**PROBLEM REQUIREMENTS:**
Pull out every line in the data that has the string "stream" in it.

*** EXERCISE DATA ***

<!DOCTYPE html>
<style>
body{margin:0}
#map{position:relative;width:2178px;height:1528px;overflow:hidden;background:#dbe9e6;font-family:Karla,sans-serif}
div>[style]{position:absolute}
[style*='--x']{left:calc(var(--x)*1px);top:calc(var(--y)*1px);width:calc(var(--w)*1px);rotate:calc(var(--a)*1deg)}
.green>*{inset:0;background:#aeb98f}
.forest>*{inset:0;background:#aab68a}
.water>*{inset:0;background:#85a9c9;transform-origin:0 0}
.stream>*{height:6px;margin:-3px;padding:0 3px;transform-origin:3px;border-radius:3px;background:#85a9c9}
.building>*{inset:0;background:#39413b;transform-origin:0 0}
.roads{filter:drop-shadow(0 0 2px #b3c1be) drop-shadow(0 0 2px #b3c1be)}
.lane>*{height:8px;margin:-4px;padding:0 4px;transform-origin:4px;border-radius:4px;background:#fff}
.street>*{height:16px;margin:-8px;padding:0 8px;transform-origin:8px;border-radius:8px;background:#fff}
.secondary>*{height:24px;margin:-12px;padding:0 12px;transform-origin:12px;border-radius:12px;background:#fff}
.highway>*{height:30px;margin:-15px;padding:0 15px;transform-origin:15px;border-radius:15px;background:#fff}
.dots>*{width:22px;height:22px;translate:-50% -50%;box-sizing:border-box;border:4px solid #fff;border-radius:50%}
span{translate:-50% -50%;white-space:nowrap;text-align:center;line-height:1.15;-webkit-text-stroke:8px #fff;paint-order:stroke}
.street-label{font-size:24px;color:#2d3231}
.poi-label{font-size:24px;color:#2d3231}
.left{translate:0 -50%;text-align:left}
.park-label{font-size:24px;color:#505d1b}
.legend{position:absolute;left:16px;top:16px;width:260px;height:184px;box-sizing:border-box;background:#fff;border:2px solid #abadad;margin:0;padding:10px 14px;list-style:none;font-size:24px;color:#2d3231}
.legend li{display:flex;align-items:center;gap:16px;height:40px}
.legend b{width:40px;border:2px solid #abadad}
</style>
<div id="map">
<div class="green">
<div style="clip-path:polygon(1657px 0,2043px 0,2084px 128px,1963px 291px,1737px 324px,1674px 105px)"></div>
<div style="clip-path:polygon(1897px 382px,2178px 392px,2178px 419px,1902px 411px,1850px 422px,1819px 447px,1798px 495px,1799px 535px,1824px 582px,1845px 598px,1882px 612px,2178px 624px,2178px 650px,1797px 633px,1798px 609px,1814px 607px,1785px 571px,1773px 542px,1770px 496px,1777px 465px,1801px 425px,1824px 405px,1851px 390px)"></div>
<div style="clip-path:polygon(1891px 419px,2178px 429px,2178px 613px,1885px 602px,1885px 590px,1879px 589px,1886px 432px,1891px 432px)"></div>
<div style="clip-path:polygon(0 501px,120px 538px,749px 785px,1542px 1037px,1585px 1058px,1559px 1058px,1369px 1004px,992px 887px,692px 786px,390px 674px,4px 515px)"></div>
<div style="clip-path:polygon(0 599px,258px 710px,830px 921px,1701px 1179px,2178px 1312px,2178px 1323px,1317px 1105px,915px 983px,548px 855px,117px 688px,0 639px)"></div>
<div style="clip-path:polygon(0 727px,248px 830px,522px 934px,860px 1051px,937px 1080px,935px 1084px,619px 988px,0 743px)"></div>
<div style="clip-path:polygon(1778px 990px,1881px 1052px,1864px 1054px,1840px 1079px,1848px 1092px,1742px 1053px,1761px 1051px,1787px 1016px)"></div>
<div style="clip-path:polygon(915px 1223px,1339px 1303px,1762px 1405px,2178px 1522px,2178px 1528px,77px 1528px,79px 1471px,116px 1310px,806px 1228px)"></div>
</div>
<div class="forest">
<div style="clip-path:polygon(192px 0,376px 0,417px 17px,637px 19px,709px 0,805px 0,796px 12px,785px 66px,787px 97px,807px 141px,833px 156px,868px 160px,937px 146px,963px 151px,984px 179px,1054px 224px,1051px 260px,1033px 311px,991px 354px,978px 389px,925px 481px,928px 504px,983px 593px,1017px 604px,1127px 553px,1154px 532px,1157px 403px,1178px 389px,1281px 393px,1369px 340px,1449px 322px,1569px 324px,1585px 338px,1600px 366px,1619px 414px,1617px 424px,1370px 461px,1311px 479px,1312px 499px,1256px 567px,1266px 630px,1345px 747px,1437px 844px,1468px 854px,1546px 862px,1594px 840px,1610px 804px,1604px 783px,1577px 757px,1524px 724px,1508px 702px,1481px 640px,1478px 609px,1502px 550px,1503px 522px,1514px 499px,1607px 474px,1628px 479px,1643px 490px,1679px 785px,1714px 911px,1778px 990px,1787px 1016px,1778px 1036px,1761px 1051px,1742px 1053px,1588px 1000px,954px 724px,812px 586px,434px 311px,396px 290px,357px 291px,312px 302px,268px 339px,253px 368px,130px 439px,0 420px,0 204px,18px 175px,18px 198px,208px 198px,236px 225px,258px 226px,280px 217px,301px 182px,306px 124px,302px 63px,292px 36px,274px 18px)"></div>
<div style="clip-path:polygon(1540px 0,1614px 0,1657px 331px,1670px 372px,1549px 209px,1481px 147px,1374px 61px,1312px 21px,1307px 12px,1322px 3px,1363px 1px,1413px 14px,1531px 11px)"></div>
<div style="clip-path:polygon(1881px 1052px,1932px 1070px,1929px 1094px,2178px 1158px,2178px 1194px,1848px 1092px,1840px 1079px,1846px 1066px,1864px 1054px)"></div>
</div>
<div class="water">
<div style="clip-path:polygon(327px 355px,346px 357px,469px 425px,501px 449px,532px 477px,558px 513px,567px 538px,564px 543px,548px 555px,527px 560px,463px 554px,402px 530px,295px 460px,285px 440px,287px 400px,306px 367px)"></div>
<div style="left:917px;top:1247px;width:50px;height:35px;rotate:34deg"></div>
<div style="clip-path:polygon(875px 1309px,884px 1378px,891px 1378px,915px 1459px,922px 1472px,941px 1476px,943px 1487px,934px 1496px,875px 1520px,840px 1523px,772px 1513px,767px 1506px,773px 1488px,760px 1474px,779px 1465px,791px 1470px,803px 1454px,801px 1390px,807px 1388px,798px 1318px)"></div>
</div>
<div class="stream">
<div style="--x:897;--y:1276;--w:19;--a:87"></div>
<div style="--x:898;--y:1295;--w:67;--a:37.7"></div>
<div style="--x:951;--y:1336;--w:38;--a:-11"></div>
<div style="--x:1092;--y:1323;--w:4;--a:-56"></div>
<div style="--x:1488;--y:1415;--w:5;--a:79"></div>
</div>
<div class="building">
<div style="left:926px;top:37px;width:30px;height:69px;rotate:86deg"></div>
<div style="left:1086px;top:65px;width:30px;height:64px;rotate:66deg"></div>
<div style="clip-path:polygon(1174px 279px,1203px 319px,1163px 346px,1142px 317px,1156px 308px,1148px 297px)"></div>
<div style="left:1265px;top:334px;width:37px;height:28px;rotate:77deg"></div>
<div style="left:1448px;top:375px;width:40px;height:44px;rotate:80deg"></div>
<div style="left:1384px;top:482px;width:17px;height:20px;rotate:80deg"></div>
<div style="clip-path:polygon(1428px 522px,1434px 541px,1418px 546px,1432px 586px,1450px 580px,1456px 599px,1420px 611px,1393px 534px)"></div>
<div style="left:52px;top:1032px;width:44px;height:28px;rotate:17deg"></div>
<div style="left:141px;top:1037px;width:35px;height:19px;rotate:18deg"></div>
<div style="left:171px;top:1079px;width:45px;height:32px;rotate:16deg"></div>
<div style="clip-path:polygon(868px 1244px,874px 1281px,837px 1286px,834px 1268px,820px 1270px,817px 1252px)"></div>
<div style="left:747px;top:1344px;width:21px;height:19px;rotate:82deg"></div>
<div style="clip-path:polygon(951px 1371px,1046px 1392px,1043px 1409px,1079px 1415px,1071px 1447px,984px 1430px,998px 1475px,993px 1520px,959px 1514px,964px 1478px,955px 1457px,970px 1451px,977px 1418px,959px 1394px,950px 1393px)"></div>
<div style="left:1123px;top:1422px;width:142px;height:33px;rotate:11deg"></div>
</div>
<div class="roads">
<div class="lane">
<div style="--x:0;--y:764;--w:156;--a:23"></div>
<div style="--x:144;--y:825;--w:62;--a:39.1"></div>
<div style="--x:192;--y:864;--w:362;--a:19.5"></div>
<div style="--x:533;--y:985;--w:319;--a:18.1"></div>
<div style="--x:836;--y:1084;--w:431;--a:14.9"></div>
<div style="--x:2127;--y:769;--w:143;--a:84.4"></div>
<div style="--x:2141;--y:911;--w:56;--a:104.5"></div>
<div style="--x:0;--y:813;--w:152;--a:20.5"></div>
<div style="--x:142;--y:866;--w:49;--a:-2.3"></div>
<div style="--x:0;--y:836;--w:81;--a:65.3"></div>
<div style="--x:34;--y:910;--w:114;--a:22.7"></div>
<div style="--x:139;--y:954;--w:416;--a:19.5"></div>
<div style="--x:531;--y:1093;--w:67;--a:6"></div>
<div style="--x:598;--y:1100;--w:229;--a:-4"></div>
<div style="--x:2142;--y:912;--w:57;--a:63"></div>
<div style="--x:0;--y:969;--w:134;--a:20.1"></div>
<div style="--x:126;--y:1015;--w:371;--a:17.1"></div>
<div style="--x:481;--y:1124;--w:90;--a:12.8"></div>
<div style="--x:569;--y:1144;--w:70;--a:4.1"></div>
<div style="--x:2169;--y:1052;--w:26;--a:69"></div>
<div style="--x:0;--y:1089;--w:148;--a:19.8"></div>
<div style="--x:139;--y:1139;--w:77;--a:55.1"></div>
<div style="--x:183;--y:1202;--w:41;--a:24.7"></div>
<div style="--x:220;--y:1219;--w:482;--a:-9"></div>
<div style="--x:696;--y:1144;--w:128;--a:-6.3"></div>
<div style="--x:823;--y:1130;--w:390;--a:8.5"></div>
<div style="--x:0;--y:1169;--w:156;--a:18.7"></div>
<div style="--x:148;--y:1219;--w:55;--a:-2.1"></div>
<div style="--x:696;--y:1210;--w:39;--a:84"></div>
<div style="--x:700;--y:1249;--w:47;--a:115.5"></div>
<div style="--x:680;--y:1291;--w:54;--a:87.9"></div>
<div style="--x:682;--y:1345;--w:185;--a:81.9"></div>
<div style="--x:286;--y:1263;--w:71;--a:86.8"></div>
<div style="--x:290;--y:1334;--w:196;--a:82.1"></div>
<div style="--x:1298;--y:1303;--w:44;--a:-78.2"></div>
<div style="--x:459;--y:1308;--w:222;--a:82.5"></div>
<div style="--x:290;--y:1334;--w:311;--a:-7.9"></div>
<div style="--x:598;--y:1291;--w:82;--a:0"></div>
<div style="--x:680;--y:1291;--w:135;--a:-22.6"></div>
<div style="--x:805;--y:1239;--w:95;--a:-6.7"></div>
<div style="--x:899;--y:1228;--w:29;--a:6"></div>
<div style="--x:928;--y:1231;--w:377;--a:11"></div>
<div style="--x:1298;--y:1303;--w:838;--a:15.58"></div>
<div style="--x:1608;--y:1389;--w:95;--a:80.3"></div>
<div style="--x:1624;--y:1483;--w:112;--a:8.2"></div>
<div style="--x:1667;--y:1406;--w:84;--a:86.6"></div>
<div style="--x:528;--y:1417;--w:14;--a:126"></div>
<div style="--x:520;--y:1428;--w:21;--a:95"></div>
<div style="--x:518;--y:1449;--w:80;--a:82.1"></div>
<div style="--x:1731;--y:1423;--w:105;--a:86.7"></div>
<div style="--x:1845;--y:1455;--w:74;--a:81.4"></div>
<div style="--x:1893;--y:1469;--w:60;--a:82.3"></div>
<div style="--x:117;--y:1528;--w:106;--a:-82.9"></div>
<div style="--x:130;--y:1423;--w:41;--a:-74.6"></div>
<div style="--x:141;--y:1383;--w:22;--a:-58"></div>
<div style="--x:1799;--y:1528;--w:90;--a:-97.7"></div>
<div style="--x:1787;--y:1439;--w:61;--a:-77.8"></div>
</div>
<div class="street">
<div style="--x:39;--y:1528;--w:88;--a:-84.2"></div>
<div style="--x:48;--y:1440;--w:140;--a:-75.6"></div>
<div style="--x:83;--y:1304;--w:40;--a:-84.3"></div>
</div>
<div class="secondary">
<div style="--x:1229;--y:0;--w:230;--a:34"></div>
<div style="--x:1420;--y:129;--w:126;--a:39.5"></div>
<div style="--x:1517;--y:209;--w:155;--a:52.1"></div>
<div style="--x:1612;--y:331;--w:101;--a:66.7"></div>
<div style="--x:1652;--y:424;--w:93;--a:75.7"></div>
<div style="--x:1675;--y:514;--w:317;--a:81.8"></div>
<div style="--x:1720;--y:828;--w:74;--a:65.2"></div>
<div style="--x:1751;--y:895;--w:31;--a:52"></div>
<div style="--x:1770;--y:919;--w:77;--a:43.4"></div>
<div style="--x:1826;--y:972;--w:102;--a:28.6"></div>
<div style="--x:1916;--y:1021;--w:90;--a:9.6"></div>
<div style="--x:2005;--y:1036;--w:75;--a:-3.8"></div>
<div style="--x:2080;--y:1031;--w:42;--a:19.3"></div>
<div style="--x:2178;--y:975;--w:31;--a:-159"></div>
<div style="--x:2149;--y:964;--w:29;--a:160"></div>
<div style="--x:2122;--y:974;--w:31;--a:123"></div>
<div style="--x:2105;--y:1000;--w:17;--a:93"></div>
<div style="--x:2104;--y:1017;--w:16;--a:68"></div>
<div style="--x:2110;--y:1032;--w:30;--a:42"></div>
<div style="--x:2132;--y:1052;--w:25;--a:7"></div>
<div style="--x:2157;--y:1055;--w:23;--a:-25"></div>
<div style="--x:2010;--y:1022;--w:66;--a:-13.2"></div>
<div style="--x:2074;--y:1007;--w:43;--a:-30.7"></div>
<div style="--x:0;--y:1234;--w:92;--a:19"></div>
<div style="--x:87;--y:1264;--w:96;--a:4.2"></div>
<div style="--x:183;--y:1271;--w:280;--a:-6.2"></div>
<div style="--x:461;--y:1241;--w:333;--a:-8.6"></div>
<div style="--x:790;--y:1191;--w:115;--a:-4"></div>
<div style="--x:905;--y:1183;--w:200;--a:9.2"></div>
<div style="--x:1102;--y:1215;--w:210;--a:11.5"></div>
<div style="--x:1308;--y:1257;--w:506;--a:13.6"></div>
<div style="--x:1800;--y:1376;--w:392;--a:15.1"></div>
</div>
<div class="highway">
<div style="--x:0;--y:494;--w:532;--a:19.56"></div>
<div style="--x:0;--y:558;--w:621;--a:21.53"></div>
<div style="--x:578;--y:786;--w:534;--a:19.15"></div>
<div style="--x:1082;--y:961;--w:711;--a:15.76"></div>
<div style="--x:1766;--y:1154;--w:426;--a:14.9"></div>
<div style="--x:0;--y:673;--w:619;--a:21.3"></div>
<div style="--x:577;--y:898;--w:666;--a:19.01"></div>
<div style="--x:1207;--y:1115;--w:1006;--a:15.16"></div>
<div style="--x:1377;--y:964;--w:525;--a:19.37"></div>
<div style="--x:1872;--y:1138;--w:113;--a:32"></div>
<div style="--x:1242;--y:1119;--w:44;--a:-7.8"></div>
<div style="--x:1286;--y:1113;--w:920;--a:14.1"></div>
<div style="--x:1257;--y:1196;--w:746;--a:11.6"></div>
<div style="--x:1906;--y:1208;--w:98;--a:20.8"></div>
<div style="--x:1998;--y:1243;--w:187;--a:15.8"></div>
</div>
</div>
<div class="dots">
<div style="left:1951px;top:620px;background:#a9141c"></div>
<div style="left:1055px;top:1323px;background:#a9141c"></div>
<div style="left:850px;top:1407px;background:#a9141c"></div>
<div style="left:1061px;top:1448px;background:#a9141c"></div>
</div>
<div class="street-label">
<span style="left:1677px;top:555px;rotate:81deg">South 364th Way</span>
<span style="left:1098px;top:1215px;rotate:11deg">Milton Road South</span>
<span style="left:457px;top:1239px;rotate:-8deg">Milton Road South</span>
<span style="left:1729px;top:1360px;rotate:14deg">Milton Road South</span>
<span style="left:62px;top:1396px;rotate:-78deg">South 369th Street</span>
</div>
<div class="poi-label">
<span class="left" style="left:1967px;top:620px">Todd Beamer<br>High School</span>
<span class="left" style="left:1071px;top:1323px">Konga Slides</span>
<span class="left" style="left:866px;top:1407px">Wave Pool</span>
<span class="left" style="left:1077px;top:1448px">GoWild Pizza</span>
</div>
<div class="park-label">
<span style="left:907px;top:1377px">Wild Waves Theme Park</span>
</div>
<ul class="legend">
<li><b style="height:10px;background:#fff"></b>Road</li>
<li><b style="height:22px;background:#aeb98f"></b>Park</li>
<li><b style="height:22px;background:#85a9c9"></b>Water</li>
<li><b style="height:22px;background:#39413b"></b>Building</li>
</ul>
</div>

*** End of EXERCISE DATA ***

**SOLUTION TO THIS TASK:**
.stream>*{height:6px;margin:-3px;padding:0 3px;transform-origin:3px;border-radius:3px;background:#85a9c9}
<div class="stream">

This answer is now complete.